_EXERCISE OBJECTIVE_. Each line below that holds the string "absolute" counts once; report the total and nothing else.

------ SOURCE DATA

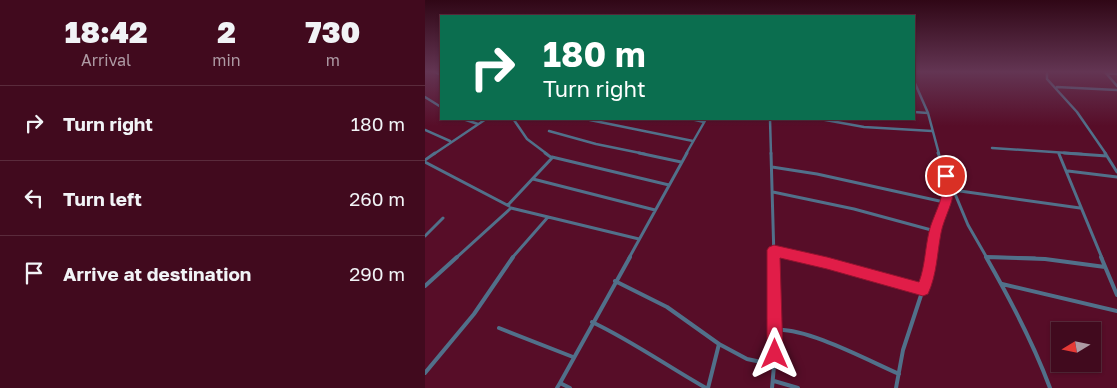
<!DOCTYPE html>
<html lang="en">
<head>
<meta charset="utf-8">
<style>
	body { margin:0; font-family:"Golos Text",sans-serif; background:#4c182b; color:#f1f3f6; height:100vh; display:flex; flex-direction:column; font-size:19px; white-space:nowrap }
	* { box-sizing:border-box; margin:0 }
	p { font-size:16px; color:#ae9aa4 }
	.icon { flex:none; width:28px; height:28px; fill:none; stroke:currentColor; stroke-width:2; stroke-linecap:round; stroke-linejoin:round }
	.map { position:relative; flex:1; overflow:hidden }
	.drawer { display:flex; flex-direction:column; background:#410a1e; width:425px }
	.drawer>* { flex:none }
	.banner { position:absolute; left:15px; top:15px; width:475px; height:105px; border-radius:0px; box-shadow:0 1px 4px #0004,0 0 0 1px #5a2b3c; background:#0b6e4f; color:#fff; overflow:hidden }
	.needle { width:32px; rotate:260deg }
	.buttons { position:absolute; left:626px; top:322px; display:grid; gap:10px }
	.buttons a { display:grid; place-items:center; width:50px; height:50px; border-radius:0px; background:#410a1e; box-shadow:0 1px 4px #0004,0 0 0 1px #5a2b3c; font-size:25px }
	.pin { position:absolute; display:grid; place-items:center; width:42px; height:42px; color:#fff; margin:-21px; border:2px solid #fff; border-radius:50%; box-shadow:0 1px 5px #0007 }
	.me { position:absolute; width:55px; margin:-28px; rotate:0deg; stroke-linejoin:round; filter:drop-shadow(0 0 4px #0008) }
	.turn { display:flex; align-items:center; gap:18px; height:105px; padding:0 20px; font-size:22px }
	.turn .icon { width:65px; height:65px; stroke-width:2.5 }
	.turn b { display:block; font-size:35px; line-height:42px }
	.eta { display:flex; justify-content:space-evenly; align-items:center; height:85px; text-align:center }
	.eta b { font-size:30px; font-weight:800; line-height:35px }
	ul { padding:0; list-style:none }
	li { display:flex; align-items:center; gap:15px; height:75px; padding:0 20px; border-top:1px solid #5a2b3c }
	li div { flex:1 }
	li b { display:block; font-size:19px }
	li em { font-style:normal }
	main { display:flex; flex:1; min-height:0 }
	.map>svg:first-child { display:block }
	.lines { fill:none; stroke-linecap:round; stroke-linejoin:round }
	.minor-far2 { stroke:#51708a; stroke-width:2.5 }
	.minor-far1 { stroke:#51708a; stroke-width:3 }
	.minor { stroke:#51708a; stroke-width:4 }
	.route { fill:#e11d48; stroke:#92132f }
</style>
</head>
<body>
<main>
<section class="drawer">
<div class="eta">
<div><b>18:42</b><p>Arrival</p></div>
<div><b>2</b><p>min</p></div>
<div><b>730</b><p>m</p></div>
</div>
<ul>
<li><svg class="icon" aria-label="right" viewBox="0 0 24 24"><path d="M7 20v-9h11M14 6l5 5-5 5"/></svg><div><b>Turn right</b></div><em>180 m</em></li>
<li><svg class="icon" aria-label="left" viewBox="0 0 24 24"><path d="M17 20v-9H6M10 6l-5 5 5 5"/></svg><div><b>Turn left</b></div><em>260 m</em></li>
<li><svg class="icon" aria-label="arrive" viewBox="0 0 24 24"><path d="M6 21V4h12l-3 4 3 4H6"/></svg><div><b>Arrive at destination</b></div><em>290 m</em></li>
</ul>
</section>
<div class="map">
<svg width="692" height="388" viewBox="0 0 692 388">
	<rect width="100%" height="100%" fill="#570d28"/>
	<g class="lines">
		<path class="minor-far2" d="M10 72 16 75
			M622 72V79L652 112 681 154
			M680 72 692 86
			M681 73 692 74
			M489 81 503 113 514 154
			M632 87 692 90
			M0 97 16 107
			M489 112 503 113
			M38 119 53 124
			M160 119 268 141
			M266 119 279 122
			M345 119 346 154
			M395 119 439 127 507 131
			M89 120 102 139 122 154
			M0 130 25 141
			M124 131 171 144 220 154
			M567 148 657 154
			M9 154 61 119
			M261 154 281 119"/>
		<path class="minor-far1" d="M214 153 256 162
			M346 153 349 258
			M513 153 543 225 562 258
			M639 153 682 156
			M680 153 692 172
			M634 154 677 258
			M127 157 244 185
			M0 160 10 153
			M0 162 84 206
			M347 167 392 174 519 202
			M643 171 692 177
			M108 179 230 210
			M528 190 655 208
			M348 192 429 209 510 231
			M83 205 127 158 120 153
			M0 236 18 218
			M349 251 379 258
			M561 257 610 258
			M31 258 86 208 214 239
			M87 258 123 217
			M204 258 262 153
			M506 258C510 232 518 208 524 182"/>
		<path class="minor" d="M373 257 498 290
			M561 257C585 299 608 342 625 388
			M561 257 620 259 680 267
			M676 257 692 295
			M190 281 242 307 294 344
			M577 284 692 311
			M0 286 32 257
			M167 322C207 341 242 366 281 388
			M74 328 148 357
			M350 330C381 327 444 361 474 374
			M0 373 49 314 88 257
			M349 381 373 388
			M135 383 205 257
			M132 388 135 383 145 388
			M283 388 294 344 322 359 350 365
			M347 388 351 344 349 257
			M471 388 478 350 504 271 506 257"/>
	</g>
	<linearGradient id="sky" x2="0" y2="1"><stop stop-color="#300716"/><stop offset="0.57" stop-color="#633553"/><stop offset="1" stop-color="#633553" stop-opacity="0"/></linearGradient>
	<rect width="692" height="126" fill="url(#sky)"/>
	<path class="route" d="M521 172 525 173C527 176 529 180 529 184 530 201 519 217 516 233 512 254 512 274 503 294L498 296 402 269 355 258 358 354 356 360 350 362 345 360 342 354V250L344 247 349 245 402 257 494 282C500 266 500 249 504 232 508 214 523 194 516 176Z"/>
</svg>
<div class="buttons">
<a><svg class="needle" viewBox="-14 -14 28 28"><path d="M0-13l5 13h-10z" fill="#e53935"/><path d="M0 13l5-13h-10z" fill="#ae9aa4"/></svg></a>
</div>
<div class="pin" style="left:521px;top:176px;background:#d93025"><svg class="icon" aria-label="arrive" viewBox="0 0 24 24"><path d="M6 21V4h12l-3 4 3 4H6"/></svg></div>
<svg class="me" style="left:350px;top:354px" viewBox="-20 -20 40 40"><path d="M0-17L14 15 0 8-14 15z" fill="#e11d48" stroke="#fff" stroke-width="4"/></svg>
<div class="banner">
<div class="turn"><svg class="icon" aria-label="right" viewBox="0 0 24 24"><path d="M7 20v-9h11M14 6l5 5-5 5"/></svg><div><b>180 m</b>Turn right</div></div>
</div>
</div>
</main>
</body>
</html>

------------

_ANSWER BOX_. 4